The medical profession should embrace quality, quality improvement, transparency, and accountability to demonstrate they are providing the best medical service. Unfortunately, this has not been exactly at the forefront of the discussion about health system reform. If it was, I would venture that patients and those who foot the bills for these services would greet the effort enthusiastically and reward health care professionals appropriately.
5) I want confidence that my insurance will be there when I need it for a serious medical illness.
We have too many instances—and too many bankruptcies—where “satisfied” people suddenly found themselves not so “satisfied.” I am willing to bet that you (and me) have no idea whether or not your insurance will be a facilitator or a barrier to your care if you or someone you love becomes seriously ill with a disease like cancer. You just don’t know.
So don’t stand there and rail against your Congressman or Senator because you are “happy” with your health insurance. I wonder how many of you have had a serious, prolonged illness in your family. If your experiences have been positive, terrific.

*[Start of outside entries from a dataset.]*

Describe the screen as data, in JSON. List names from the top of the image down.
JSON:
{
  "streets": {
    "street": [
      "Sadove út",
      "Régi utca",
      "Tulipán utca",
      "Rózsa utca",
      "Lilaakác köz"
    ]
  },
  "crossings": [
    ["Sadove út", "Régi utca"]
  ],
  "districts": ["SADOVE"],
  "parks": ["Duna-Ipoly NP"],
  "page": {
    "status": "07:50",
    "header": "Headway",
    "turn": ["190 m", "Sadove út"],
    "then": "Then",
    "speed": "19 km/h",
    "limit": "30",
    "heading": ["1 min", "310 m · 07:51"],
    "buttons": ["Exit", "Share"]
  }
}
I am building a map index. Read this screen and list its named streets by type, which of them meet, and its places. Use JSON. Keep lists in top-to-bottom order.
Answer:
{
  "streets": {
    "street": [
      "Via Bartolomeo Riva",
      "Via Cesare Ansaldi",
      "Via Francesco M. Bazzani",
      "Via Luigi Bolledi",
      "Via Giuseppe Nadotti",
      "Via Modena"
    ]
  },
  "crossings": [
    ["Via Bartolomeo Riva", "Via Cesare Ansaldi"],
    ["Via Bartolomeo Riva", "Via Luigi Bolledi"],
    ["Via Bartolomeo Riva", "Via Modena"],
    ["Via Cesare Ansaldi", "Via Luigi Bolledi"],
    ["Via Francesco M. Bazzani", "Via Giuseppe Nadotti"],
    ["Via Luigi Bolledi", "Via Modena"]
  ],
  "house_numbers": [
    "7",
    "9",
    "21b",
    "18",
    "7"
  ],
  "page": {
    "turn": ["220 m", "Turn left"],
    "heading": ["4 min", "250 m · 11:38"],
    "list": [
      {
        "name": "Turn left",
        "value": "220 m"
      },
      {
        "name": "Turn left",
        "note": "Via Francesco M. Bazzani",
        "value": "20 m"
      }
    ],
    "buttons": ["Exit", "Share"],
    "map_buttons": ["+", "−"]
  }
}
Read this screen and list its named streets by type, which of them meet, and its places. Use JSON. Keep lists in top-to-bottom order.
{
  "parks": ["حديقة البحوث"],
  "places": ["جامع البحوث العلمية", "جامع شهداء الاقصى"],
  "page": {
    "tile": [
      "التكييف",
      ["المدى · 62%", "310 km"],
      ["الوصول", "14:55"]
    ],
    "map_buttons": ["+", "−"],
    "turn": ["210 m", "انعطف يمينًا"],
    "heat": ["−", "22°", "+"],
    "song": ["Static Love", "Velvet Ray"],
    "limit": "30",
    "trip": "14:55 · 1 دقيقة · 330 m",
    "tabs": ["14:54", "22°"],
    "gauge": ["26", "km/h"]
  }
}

But don’t discount that many others have not been so fortunate.
I am looking for someone who is a “trusted voice” or “honest broker” who can bring this discussion and debate about health care reform back to the center, who can tell us what is in the bills and what is not. Too many lies, too many untruths and too many distortions have me feeling there is no such voice being heard in the land today.
Then there is the question of what we are really talking about anyway. There isn’t one bill about health care reform; there are several. And there is one that hasn’t even made it to the public. (I find myself hoping against hope that those six senators will have the wisdom to get this close to “right” so we can have something that will ignite the passion of those of us who want something done, yet want it done with balance and the participation of both sides of the aisle.)
When this discussion started several years ago, the American Cancer Society had four principles that were core to the Society’s efforts surrounding health care reform. On reflection, those four principles articulated at that time are consistent with what many of us want today:
- Adequate—Timely access to the full range of evidence-based health care, including prevention and early detection.
- Affordable—Costs are based on the person’s ability to pay.
- Available—Coverage is available regardless of health status or prior claims.
- Administratively simple—Processes are easy to understand and navigate.
Aren’t those principles what this is all about? Can’t we focus on those principles and move this process forward? Is it really that difficult to get this done?
We need some sanity in this discussion. We need to think as individuals, communities and as a nation about what is important to us when it comes to health care reform and our health care in general.
I suspect there is a sense in the country that many of us are willing to “pitch in” if everyone pitches in. This shouldn’t be about us against them. This shouldn’t be about “I’ve got mine and you can go to h—.” We are better than that as people and as a nation.
It’s time our public discourse and our political/legislative process should reflect the best of what we are as a nation. We need to get this done.